On Sat, Feb 6, 2021 at 6:08 AM Paul Sokolovsky <[email protected]> wrote:
> And looking back now, that seems like intentionally added accidental
> gap in the language (https://en.wikipedia.org/wiki/Accidental_gap).
> Similar to artificially limiting decorator syntax, which was already
> un-limited. But seems, there're no "lessons learned", and there's now
> need to wait a decade again before fixing that?
Lesson learned: Early limitations ARE easily lifted, so it's still a
good idea to limit them until we've seen how they get used in
practice. :)
> > The principal a.e. use in conditional expressions is testing for
> > non-nullness. Your
> >
> > > while ((a1, b1) := phi([a0, a2], [b0, b2]))[0] < 5:
> > > a2 = a1 + 1
> > > b2 = b1 + 1
> >
> > is an unusual and very specific use.
>
> Well, many people were thinking (and I bet still think) that ":="
> itself is very unusual case.

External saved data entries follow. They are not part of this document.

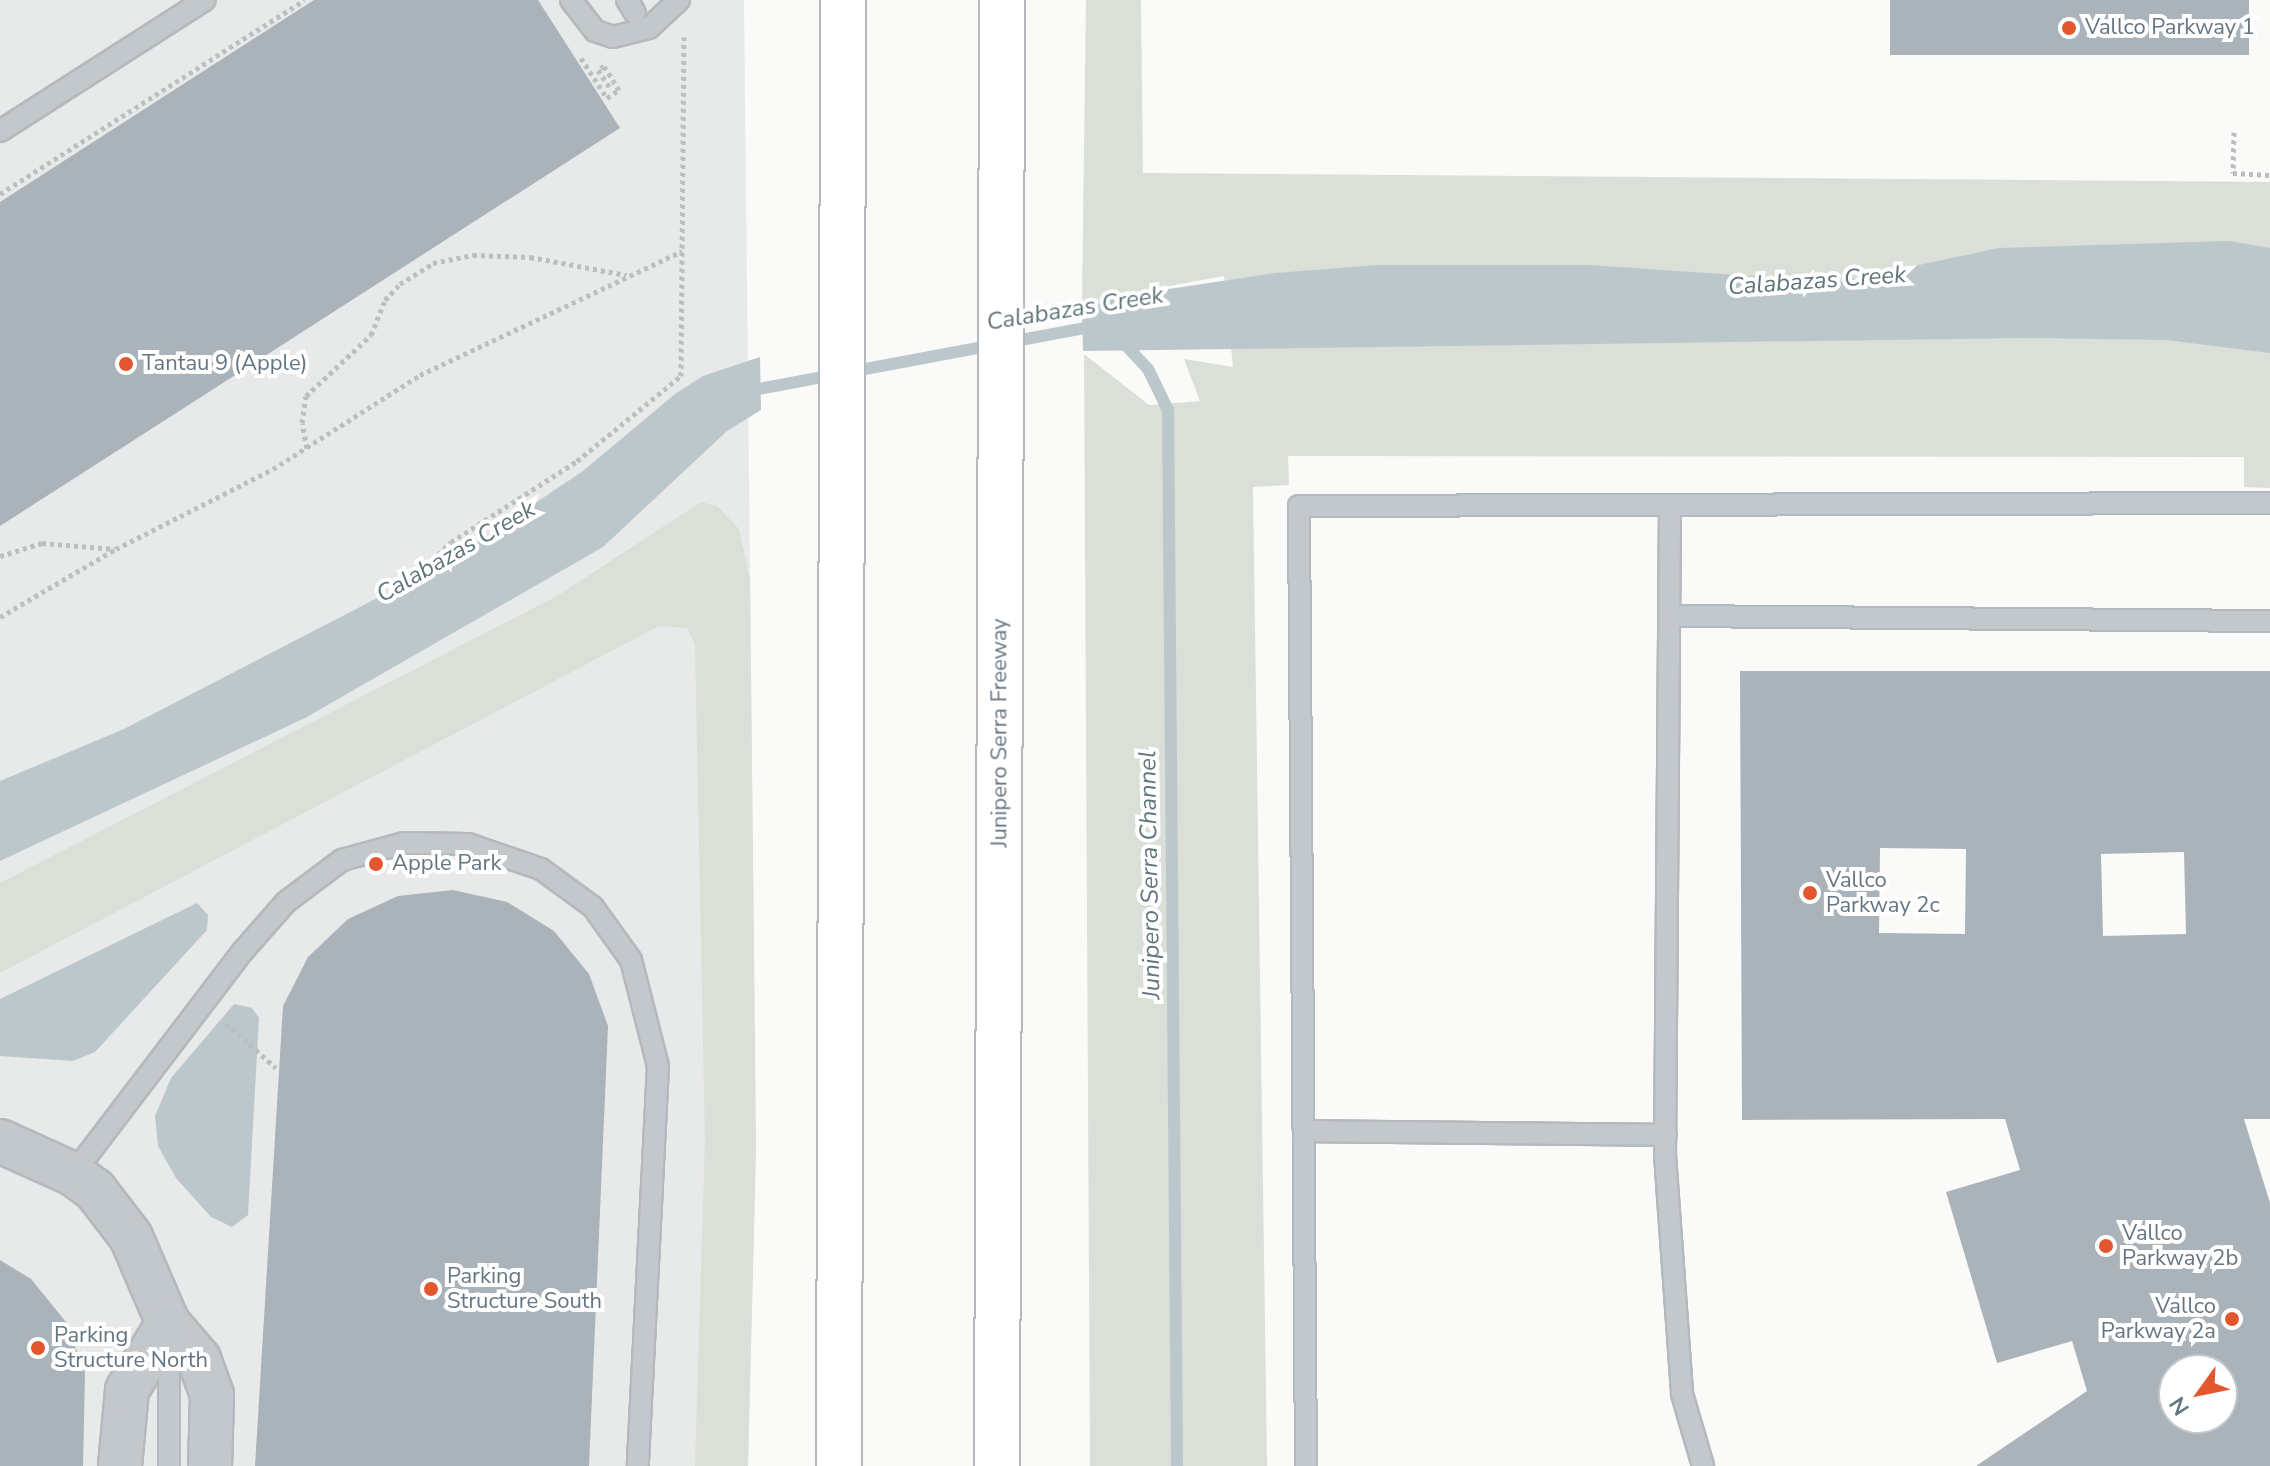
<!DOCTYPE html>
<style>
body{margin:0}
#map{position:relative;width:2270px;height:1466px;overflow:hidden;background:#fafaf8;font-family:"Nunito Sans",sans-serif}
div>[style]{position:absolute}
.built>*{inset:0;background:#e8e9e9}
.green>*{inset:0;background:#dadfd7}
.water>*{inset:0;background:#bbc7cb}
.stream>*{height:12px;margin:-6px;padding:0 6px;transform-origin:6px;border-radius:6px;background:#bbc7cb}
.building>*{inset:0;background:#aab3b9;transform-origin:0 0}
.path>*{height:5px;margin-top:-2.5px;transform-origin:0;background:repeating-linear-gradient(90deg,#bbbfc2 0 4px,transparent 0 8px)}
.roads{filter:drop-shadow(2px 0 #b4b9bd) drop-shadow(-2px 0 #b4b9bd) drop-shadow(0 2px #b4b9bd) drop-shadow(0 -2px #b4b9bd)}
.lane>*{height:20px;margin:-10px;padding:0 10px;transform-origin:10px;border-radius:10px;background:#c3c8cc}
.street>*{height:42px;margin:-21px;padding:0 21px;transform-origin:21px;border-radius:21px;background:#c3c8cc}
.highway>*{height:44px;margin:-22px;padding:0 22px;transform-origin:22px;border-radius:22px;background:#fff}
.dots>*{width:22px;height:22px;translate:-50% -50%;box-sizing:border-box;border:4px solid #fff;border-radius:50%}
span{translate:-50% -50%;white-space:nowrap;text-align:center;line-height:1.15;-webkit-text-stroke:8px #fff;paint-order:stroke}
.poi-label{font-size:22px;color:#657683}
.left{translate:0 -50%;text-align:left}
.right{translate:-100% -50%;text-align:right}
.street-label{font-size:22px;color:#657683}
.water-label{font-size:24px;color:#60757c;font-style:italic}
.north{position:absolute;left:2158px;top:1354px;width:80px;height:80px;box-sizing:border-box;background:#fff;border:2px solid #c1c8cd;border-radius:50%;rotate:237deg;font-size:22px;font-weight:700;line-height:32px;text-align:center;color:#657683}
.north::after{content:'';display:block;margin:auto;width:28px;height:36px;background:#e4572e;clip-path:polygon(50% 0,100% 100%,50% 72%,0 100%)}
</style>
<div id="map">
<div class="built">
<i style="clip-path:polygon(0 0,744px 0,756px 1148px,748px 1466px,0 1466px)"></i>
</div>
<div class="green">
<i style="clip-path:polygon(1086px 0,1141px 0,1143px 173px,2270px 182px,2270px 488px,2244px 487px,2244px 457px,1288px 456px,1289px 485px,1253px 487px,1267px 1466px,1090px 1466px,1084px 354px,1149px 405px,1200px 401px,1184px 359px,1233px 367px,1224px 276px,1082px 302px)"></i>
<i style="clip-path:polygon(701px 502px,717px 506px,739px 529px,750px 579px,756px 1148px,748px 1466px,695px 1466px,705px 1140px,695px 645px,687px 628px,659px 626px,0 973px,0 883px,557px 596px)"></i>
</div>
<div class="water">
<i style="clip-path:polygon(2228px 241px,2270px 248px,2270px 353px,2167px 340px,2024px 338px,1083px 351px,1082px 302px,1276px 273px,1378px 265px,1589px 265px,1839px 282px,1999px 248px)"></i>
<i style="clip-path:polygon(760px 357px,761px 410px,727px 431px,603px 547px,305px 718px,0 861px,0 781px,124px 729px,447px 562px,583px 471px,675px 394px,703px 376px)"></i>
<i style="clip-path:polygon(197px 903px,208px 915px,207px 930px,95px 1052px,73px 1061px,0 1056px,0 999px)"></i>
<i style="clip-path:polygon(234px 1004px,252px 1008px,259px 1018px,248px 1215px,232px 1227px,211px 1217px,176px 1178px,158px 1146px,155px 1116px,171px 1078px)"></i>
</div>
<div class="stream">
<i style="left:1120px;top:339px;width:41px;rotate:47deg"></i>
<i style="left:1148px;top:369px;width:46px;rotate:64deg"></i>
<i style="left:1168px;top:410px;width:1056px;rotate:89.51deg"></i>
<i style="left:748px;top:391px;width:353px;rotate:-10.6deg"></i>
</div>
<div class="building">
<i style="clip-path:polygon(314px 0,538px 0,620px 128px,0 526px,0 202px)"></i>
<i style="left:1890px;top:0;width:359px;height:55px"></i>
<i style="clip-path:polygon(evenodd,1740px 671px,2270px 671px,2270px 1119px,2244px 1119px,2270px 1203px,2270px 1466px,1976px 1466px,2087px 1391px,2072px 1341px,1997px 1363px,1946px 1192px,2020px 1170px,2005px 1119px,1742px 1120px,1740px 671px,1880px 848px,1966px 849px,1965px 934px,1879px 933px,1880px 848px,1740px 671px,2184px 852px,2186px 934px,2103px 936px,2101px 854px,2184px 852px,1740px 671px,2174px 1370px,2222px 1370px,2222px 1418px,2174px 1418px,2174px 1370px)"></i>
<i style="clip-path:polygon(453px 890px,507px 902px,554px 931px,589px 974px,608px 1026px,589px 1466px,255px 1466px,283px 1006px,308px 957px,348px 919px,398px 896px)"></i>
<i style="clip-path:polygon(0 1260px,31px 1279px,66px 1322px,85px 1373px,83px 1466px,0 1466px)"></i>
</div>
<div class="path">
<i style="left:581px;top:58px;width:48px;rotate:57deg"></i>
<i style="left:607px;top:98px;width:14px;rotate:-34deg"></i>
<i style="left:619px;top:90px;width:28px;rotate:-122deg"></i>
<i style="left:604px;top:66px;width:7px;rotate:146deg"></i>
<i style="left:598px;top:70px;width:22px;rotate:56deg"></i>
<i style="left:2234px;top:132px;width:41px;rotate:91.4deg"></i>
<i style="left:2233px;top:173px;width:37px;rotate:3deg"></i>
<i style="left:0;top:194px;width:361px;rotate:-32.5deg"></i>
<i style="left:307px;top:448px;width:25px;rotate:-101deg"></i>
<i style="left:302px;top:423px;width:27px;rotate:-82deg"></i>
<i style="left:306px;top:396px;width:89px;rotate:-43.2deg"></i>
<i style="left:371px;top:335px;width:38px;rotate:-68deg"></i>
<i style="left:385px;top:300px;width:22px;rotate:-47deg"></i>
<i style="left:400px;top:284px;width:39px;rotate:-32deg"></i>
<i style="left:433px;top:263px;width:41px;rotate:-11.3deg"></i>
<i style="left:473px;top:255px;width:57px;rotate:2deg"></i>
<i style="left:530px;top:257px;width:98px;rotate:10.6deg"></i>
<i style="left:0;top:556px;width:44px;rotate:-17.2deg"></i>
<i style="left:42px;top:543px;width:73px;rotate:4.7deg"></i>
<i style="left:415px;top:577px;width:50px;rotate:-44.2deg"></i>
<i style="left:451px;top:542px;width:150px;rotate:-32.7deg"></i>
<i style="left:577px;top:461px;width:134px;rotate:-39.3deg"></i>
<i style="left:681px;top:376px;width:339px;rotate:-89.5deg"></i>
<i style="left:0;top:617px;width:134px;rotate:-30.4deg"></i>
<i style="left:116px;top:549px;width:176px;rotate:-27deg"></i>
<i style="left:273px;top:469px;width:174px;rotate:-32.6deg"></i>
<i style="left:420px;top:375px;width:290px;rotate:-25.3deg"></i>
<i style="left:226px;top:1023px;width:67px;rotate:42deg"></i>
</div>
<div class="roads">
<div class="lane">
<i style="left:571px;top:0;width:39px;rotate:52deg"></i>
<i style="left:595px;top:31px;width:19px;rotate:18deg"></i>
<i style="left:613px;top:37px;width:37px;rotate:-14deg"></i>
<i style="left:649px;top:28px;width:41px;rotate:-43deg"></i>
<i style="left:627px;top:0;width:15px;rotate:58deg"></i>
<i style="left:0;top:131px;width:243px;rotate:-32.6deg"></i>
<i style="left:1670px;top:505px;width:650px;rotate:90.44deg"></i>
<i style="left:1665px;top:1155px;width:240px;rotate:85.9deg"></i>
<i style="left:1682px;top:1394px;width:75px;rotate:73.7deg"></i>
<i style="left:1672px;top:616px;width:598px;rotate:0.48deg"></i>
<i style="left:1304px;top:1131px;width:362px;rotate:0.6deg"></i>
<i style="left:73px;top:1174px;width:280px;rotate:-52.7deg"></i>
<i style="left:243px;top:951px;width:65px;rotate:-48.7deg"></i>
<i style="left:286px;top:902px;width:70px;rotate:-36.9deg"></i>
<i style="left:342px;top:860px;width:64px;rotate:-15.3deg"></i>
<i style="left:404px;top:843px;width:64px;rotate:0.9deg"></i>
<i style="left:468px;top:844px;width:77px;rotate:18.9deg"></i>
<i style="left:541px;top:869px;width:64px;rotate:36.2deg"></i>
<i style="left:593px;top:907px;width:65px;rotate:54.4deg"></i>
<i style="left:631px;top:960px;width:109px;rotate:75.7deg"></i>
<i style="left:658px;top:1066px;width:400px;rotate:92.9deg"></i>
<i style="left:169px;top:1466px;width:132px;rotate:-90deg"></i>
<i style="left:1306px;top:1466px;width:960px;rotate:-90.42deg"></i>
<i style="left:1299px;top:506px;width:971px;rotate:-0.18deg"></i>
</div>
<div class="street">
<i style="left:0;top:1141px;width:80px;rotate:24.3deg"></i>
<i style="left:73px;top:1174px;width:27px;rotate:36deg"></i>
<i style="left:95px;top:1190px;width:59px;rotate:52.5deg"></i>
<i style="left:131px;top:1237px;width:94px;rotate:66.7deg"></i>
<i style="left:168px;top:1323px;width:48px;rotate:49.3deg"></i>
<i style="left:199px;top:1359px;width:38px;rotate:70deg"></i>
<i style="left:212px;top:1395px;width:71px;rotate:91.6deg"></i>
<i style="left:120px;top:1466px;width:76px;rotate:-84.7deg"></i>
<i style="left:127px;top:1390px;width:79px;rotate:-58.5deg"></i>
</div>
<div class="highway">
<i style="left:839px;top:1466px;width:1466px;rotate:-89.84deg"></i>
<i style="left:997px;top:1466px;width:1466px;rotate:-89.8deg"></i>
</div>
</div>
<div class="dots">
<i style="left:2069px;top:28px;background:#e4572e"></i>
<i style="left:126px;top:364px;background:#e4572e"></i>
<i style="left:376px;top:864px;background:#e4572e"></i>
<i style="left:1810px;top:893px;background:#e4572e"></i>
<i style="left:2106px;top:1246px;background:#e4572e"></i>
<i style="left:431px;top:1289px;background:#e4572e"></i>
<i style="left:2232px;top:1319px;background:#e4572e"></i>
<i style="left:38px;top:1348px;background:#e4572e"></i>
</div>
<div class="poi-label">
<span class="left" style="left:2085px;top:28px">Vallco Parkway 1</span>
<span class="left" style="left:142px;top:364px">Tantau 9 (Apple)</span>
<span class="left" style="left:392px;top:864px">Apple Park</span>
<span class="left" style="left:1826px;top:893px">Vallco<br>Parkway 2c</span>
<span class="left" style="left:2122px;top:1246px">Vallco<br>Parkway 2b</span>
<span class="left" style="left:447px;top:1289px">Parking<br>Structure South</span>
<span class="right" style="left:2216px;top:1319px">Vallco<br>Parkway 2a</span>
<span class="left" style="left:54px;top:1348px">Parking<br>Structure North</span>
</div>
<div class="street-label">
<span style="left:1000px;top:733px;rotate:-90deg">Junipero Serra Freeway</span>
</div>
<div class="water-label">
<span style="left:1817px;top:281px;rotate:-4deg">Calabazas Creek</span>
<span style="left:1075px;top:309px;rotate:-9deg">Calabazas Creek</span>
<span style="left:456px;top:552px;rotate:-30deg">Calabazas Creek</span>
<span style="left:1150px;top:875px;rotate:-91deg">Junipero Serra Channel</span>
</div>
<div class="north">N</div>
</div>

But if it's in, why not make it consistent
> with the assignment statement and unleash the full power of it?
TBH I don't think I'm understanding the use-case here, because it
looks like it'd work just fine with fewer variables and a cleaner
rendition:
while a1 < 5:
a1, b1 = phi([a0, a1], [b0, b1])
a1 += 1
b1 += 1
> Right, but I started my original email with "I finally found a usecase
> where *not* using assignment expression is *much* worse than using it."
"Much worse" doesn't fit with what I would write that code as, so I
must have misunderstood your code somewhere.